What this task involves:
Set down the first line below and each line after it, ending with the one that holds "position:absolute; right:21px; top:21px;". Pictures do not belong in the copy.

Supplied entries:

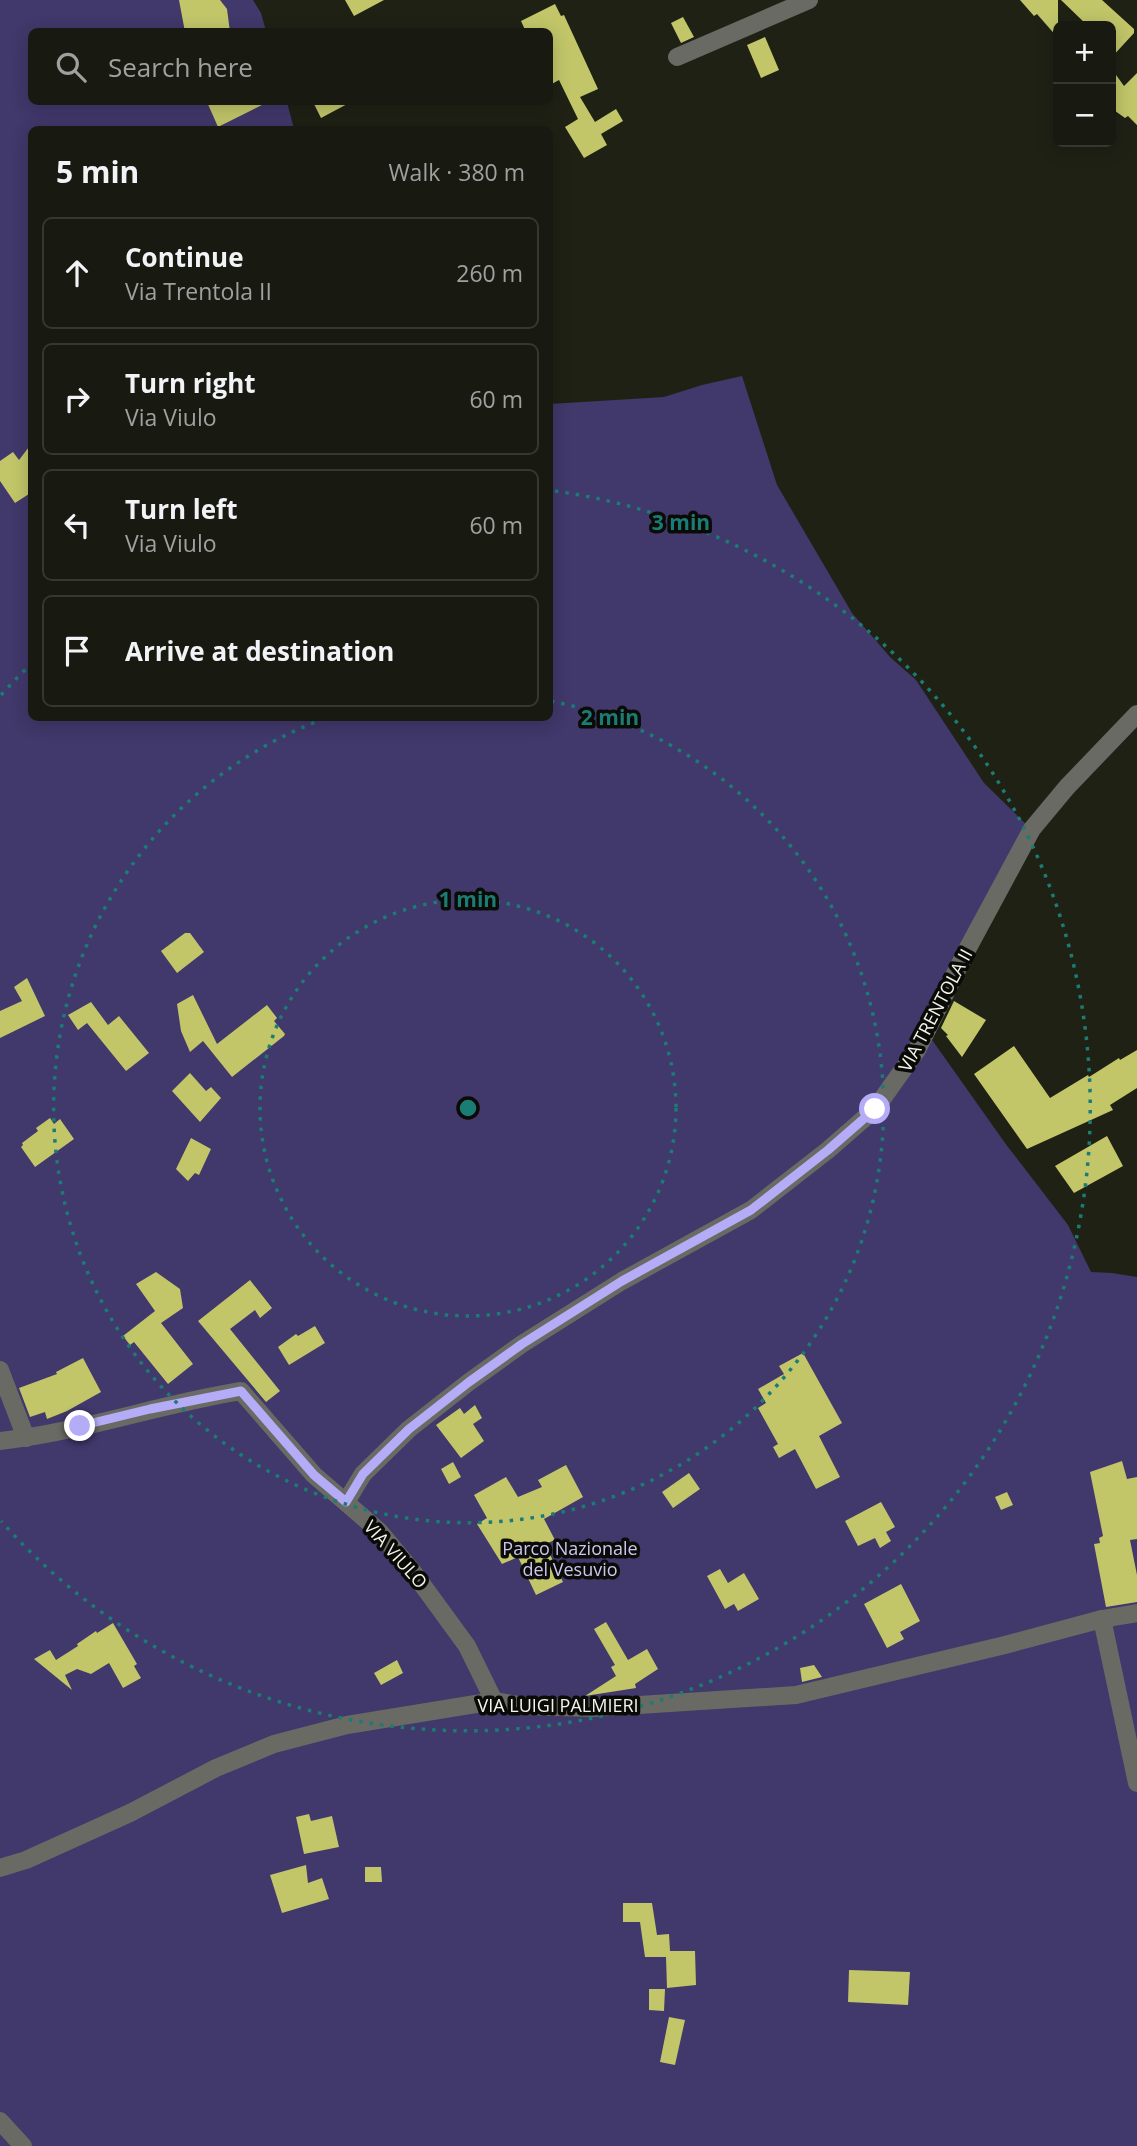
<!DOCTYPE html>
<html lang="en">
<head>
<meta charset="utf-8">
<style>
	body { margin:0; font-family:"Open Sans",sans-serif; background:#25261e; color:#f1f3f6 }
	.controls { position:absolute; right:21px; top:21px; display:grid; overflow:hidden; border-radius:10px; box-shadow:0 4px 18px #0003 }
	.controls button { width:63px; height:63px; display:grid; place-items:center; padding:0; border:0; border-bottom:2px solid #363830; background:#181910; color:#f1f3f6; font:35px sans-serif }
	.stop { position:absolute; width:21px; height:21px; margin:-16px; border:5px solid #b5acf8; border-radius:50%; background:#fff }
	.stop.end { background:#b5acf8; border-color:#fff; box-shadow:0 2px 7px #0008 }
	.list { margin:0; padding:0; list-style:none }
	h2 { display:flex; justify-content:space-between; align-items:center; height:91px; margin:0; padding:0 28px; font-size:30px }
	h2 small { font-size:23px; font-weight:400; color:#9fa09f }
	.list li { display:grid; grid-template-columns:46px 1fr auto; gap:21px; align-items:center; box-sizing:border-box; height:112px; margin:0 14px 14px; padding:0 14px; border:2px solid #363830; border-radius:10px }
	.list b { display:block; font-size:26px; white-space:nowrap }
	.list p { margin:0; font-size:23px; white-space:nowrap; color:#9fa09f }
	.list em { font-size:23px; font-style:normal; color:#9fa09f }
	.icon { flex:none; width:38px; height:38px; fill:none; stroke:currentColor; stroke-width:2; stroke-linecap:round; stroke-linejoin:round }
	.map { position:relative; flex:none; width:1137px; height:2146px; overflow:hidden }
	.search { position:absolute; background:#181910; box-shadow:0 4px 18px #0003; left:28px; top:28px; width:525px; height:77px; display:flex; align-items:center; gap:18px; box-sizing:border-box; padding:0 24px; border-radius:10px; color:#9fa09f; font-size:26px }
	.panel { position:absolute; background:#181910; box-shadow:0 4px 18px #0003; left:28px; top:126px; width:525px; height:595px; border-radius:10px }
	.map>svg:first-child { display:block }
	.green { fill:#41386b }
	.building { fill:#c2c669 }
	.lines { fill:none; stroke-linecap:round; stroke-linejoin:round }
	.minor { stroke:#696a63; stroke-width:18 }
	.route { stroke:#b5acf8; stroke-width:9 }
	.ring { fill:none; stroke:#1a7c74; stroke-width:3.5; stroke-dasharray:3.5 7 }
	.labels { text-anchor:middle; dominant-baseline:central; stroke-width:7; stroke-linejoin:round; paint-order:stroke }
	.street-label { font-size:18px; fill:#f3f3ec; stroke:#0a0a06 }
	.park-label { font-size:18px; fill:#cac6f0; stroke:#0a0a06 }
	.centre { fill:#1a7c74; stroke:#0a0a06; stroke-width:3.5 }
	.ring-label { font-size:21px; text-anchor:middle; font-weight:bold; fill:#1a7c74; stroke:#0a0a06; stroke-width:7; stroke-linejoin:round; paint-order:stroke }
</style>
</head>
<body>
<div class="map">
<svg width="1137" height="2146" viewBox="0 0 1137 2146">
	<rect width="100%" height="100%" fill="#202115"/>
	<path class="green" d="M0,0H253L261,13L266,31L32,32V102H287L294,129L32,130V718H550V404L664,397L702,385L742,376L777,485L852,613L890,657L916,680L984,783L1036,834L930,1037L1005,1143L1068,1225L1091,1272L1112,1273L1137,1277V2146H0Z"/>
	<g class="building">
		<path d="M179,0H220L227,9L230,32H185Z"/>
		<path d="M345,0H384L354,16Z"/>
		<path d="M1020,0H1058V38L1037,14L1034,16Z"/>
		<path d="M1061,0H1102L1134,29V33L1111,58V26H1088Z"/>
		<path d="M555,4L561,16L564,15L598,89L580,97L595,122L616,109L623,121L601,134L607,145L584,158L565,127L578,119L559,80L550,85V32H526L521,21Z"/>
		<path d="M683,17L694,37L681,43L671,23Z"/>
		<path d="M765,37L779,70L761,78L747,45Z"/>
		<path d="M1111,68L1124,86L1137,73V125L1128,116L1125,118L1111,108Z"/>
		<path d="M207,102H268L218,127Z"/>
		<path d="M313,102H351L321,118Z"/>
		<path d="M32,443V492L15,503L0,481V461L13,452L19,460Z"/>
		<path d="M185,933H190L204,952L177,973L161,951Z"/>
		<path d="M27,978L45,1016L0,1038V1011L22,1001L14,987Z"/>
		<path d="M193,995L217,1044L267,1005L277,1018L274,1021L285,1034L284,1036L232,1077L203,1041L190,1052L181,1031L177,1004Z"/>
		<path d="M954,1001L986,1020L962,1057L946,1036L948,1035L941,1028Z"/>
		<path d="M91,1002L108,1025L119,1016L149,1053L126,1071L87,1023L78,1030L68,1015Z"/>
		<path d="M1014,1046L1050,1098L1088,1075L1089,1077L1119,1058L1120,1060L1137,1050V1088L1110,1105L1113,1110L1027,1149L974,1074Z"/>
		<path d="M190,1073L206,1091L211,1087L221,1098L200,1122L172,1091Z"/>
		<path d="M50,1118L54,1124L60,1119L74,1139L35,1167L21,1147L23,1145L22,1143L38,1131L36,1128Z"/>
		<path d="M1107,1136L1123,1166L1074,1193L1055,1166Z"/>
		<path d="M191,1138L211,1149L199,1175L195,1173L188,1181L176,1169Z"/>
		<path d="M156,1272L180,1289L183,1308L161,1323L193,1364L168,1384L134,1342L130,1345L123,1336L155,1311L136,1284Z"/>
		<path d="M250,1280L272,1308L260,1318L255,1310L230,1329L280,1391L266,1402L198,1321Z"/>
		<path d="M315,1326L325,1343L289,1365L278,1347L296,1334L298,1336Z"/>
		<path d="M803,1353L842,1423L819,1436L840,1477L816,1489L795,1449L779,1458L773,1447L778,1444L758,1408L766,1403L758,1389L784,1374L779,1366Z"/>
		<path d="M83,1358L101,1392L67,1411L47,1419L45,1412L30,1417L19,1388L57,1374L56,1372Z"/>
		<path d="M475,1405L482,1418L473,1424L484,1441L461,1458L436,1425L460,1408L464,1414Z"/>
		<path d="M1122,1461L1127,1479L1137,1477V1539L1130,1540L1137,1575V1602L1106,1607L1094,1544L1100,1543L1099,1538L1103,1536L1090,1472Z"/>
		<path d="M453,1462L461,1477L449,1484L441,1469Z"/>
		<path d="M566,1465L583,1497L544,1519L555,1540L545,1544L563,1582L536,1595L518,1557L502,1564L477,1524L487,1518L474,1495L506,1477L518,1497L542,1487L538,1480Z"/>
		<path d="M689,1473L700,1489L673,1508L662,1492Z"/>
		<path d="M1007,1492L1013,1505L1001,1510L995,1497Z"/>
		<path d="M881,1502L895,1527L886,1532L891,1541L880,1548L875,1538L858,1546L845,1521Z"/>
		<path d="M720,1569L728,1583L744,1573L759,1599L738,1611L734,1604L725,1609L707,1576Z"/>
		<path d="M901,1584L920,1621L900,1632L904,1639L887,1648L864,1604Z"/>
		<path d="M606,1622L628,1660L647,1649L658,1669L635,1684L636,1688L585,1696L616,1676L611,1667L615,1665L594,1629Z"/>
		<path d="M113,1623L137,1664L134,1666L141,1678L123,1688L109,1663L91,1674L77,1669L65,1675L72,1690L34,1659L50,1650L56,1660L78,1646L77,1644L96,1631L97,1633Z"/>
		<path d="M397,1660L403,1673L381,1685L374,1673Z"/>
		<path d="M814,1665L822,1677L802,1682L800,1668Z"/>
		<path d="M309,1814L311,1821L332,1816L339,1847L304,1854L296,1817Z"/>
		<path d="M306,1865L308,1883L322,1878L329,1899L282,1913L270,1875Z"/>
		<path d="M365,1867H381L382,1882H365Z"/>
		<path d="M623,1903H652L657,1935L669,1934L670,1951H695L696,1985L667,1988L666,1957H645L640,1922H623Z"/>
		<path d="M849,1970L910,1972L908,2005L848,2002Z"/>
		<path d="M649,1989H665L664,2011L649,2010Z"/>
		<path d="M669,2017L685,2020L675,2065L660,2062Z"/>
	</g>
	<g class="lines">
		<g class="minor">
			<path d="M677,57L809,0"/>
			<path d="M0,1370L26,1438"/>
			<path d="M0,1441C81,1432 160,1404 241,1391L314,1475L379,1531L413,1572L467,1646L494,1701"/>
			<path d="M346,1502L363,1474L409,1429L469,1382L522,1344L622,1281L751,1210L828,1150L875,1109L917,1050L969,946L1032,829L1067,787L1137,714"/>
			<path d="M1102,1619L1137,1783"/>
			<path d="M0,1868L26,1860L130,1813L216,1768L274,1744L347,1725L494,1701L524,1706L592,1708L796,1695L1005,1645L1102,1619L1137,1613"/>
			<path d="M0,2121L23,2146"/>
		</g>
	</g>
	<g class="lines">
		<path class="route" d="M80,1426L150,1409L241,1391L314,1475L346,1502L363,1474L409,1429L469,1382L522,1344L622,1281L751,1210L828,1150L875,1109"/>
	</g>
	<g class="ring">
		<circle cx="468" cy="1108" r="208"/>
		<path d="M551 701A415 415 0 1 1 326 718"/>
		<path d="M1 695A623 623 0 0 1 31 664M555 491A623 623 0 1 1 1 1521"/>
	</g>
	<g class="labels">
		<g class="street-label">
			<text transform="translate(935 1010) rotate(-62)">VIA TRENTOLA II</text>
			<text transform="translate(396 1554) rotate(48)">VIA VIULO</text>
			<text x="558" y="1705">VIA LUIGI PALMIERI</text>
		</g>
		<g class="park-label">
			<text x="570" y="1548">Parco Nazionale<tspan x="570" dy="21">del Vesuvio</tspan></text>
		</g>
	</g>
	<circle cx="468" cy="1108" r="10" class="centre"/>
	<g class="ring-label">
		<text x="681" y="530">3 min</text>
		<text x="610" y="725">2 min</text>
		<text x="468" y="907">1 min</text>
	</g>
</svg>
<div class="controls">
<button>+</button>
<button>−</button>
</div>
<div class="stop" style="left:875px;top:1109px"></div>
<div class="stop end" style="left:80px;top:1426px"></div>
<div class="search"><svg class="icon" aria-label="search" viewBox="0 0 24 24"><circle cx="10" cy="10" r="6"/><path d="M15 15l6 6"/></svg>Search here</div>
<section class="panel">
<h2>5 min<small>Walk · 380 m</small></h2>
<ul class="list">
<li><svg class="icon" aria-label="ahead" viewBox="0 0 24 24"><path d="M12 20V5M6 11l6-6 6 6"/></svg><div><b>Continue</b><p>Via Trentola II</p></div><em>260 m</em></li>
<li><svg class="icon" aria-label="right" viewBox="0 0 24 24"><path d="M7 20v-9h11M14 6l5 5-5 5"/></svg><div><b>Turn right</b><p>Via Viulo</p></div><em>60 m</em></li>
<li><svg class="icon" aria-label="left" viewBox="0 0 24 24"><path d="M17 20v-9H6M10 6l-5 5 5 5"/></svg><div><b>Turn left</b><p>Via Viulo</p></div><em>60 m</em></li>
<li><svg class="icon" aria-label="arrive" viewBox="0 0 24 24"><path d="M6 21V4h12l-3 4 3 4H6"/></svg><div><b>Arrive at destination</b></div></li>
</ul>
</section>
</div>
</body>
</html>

Answer to the problem:
<!DOCTYPE html>
<html lang="en">
<head>
<meta charset="utf-8">
<style>
	body { margin:0; font-family:"Open Sans",sans-serif; background:#25261e; color:#f1f3f6 }
	.controls { position:absolute; right:21px; top:21px; display:grid; overflow:hidden; border-radius:10px; box-shadow:0 4px 18px #0003 }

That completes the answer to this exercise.